Newest GPGPU flagman, Tesla K20 was announced by NVIDIA at Supercomputing conference in Salt Lake City yesterday (BTW, you can meet Roman Pavlyuk, ELEKS' CTO and Oleh Khoma, Head of HPC Unit there). Due to partnership with NVIDIA we got access to K20 couple of months ago and did lots of performance tests. Today we're going to tell you more about it's performance in comparison with several other NVIDIA accelerators that we have here at ELEKS.
Test environment
We implemented set of synthetic micro-benchmarks that measure performance of following basic GPGPU operations:
- Host/Device kernel operations latency
- Reduction time (SUM)
- Dependent/Independent FLOPs
- Memory management
- Memory transfer speed
- Device memory access speed
- Pinned memory access speed
You can find more information and benchmark results below. Our set of tests is available on GitHub, so that you can run them on your hardware if you want. We ran these tests on seven different test configurations:
- GeForce GTX 580 (PCIe-2, OS Windows, physical box)
- GeForce GTX 680 (PCIe-2, OS Windows, physical box)
- GeForce GTX 680 (PCIe-3, OS Windows, physical box)
- Tesla K20Xm (PCIe-3, ECC ON, OS Linux, NVIDIA EAP server)
- Tesla K20Xm (PCIe-3, ECC OFF, OS Linux, NVIDIA EAP server)
- Tesla M2050 (PCIe-2, ECC ON, OS Linux, Amazon EC2)
- Tesla M2050 (PCIe-2, ECC ON, OS Linux, PEER1 HPC Cloud)
One of the goals was to determine the difference between K20 and older hardware configurations in terms of overall system performance. Another goal: to understand the difference between virtualized and non-virtualized environments. Here is what we got:
Host/Device kernel operations latency
One of the new features of K20 is Dynamic Parallelism that allows you to execute kernels from each other. We did a benchmark that measure latency of kernel schedule and execution with and without DP. Results without DP look like that:
Surprisingly, new Tesla is slower than old one and GTX 680, probably because of the driver which was in beta version at the moment we measured performance. It is also obvious that AWS GPU instances are much slower than closer-to-hardware PEER1 ones, because of virtualization.
Then we tried to run similar benchmark with DP on:
Obviously we couldn't run these tests on older hardware because it doesn't support DP. Surprisingly, DP scheduling is slower than traditional one, but DP execution time is pretty much the same with ECC ON and traditional is faster with ECC OFF. We expected that DP latency would be less than traditional. It is hard to say what is the reason of such slowness. We suppose that it could be a driver, but it is just our assumption.
Reduction time (SUM)
Next thing we tried to measure was reduce execution time. Basically we calculated array sum. We did it with different arrays and grid sizes (Blocks x Threads x Array size):
Here we got expected results. New Tesla K20 is slower on small data sets, probably because of less clock frequency and not fully-fledged drivers. It becomes faster when we work with big arrays and use as many cores as possible.
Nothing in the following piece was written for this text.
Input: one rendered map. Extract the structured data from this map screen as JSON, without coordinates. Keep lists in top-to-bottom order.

Regarding virtualization, we found that virtualized M2050 is comparable with non-virtualized one on small data sets, but much slower on large data sets.
Dependent/Independent FLOPs
Peak theoretical performance is one of the most misunderstood properties of computing hardware. Some people says it means nothing, some says it is critical. The truth is always somewhere between these points. We tried to measure performance in FLOPs using several basic operations. We measured two types of operations, dependent and independent in order to determine if GPU does automatic parallelization of independent operations. Here's what we got:
Surprisingly, but we haven't got better results with independent operations. Probably we have some issue with our tests or misunderstood how does automatic parallelization work in GPU, but we couldn't implement the test where independent operations are automatically paralleled.
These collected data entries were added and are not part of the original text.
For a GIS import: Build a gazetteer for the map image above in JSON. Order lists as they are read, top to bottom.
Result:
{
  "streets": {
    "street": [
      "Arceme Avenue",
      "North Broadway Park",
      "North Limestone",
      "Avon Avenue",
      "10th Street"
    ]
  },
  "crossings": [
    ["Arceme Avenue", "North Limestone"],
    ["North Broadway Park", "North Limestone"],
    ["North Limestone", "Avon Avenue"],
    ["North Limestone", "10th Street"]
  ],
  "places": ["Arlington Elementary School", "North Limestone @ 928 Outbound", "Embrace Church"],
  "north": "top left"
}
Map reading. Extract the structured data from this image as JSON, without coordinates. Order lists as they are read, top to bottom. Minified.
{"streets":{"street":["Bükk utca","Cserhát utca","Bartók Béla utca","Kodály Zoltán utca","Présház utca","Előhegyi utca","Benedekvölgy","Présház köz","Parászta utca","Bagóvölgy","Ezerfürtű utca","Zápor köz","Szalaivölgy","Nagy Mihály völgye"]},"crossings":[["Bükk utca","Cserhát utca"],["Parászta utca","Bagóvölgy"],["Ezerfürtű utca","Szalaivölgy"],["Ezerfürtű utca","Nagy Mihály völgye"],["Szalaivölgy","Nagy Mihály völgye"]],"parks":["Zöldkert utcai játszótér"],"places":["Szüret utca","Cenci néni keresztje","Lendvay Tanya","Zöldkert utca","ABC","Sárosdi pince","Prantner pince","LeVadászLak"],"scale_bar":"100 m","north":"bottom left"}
Regarding overall results, Teslas are much faster than GeForces when you work with double precision floating point numbers, which is expected: consumer accelerators are optimized for single precision because double is not required in computer games, primary software they were designed for. FLOPs are also highly dependent on clock speed and number of cores, so newer cards with more cores are usually faster, except of one case with GTX 580/680 and double precision: 580 is faster because of higher clock frequency.
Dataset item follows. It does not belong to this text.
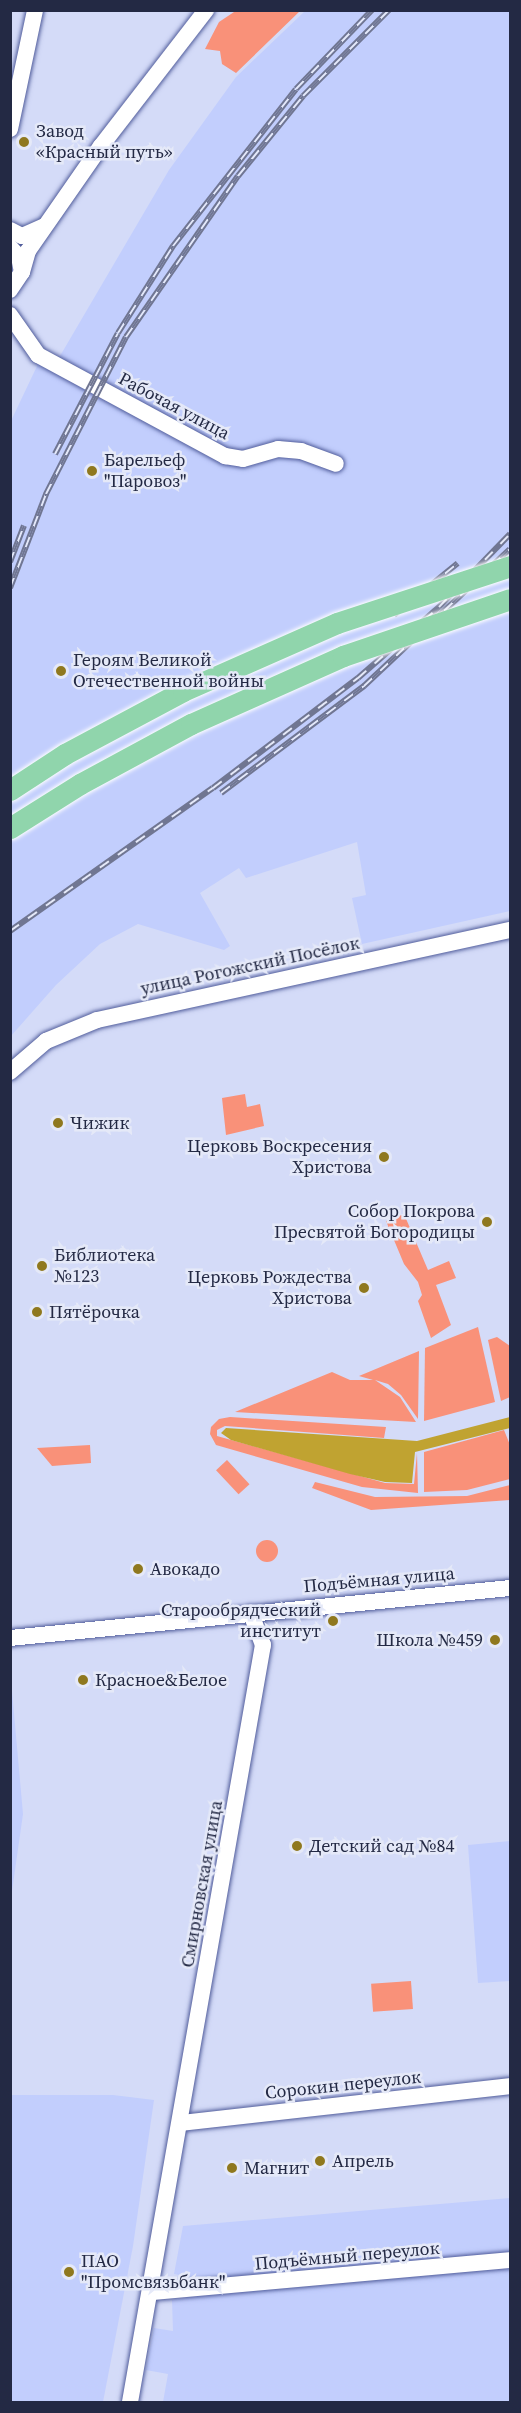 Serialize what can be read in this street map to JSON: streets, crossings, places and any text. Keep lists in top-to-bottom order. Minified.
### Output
{"streets":{"street":["Рабочая улица","улица Рогожский Посёлок","Подъёмная улица","Смирновская улица","Сорокин переулок","Подъёмный переулок"]},"crossings":[["Подъёмная улица","Смирновская улица"],["Смирновская улица","Сорокин переулок"],["Смирновская улица","Подъёмный переулок"]],"places":["Завод «Красный путь»","Барельеф \"Паровоз\"","Героям Великой Отечественной войны","Чижик","Церковь Воскресения Христова","Собор Покрова Пресвятой Богородицы","Библиотека №123","Церковь Рождества Христова","Пятёрочка","Авокадо","Старообрядческий институт","Школа №459","Красное&Белое","Детский сад №84","Апрель","Магнит","ПАО \"Промсвязьбанк\""]}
Virtualization doesn't affect FLOPs performance at all.
Memory management
Another critical thing for HPC is basic memory management speed. As there are several memory models available in CUDA it is also critical to understand all the implications of using each of them. We wrote a test that allocate and release 16 b, 10 MB and 100 MB blocks of memory in different models. Please note: we got quite a different results in this benchmark, so it makes sense to show them on charts with logarithmic scale. Here they go:
Device memory is obviously the fastest option in case you allocate big chunk of memory. And GTX 680 with PCIe-3 is our champion in device memory management. Teslas are slower than GeForces in all the tests. Virtualization seriosly affects Host Write Combined memory management. PCIe-3 is better than PCIe-2 which is also obvious.
Memory transfer speed
Another important characteristics of an accelerator is speed of data transfer from one memory model to other. We measured it by copying 100 MB blocks of data between Host and GPU memory in both directions using regular, page locked and write combined memory access models. Here's what we got:
Obviously, PCIe-3 configurations are much faster than PCIe2. Kepler devices (GTX 680 and K20) are faster than other. If you use Page Locked and Write Combined models it makes your transfer speed faster. Virtualization slightly affects regular memory transfer speed, and doesn't affect others at all. We also tested internal memory transfer speed (please note, we haven't multiplied it by 2 as NVIDIA does usually in their tests):
Tesla K20s are faster than GeForce, but difference is not so big. M2050 are almost two times slower then their succesors.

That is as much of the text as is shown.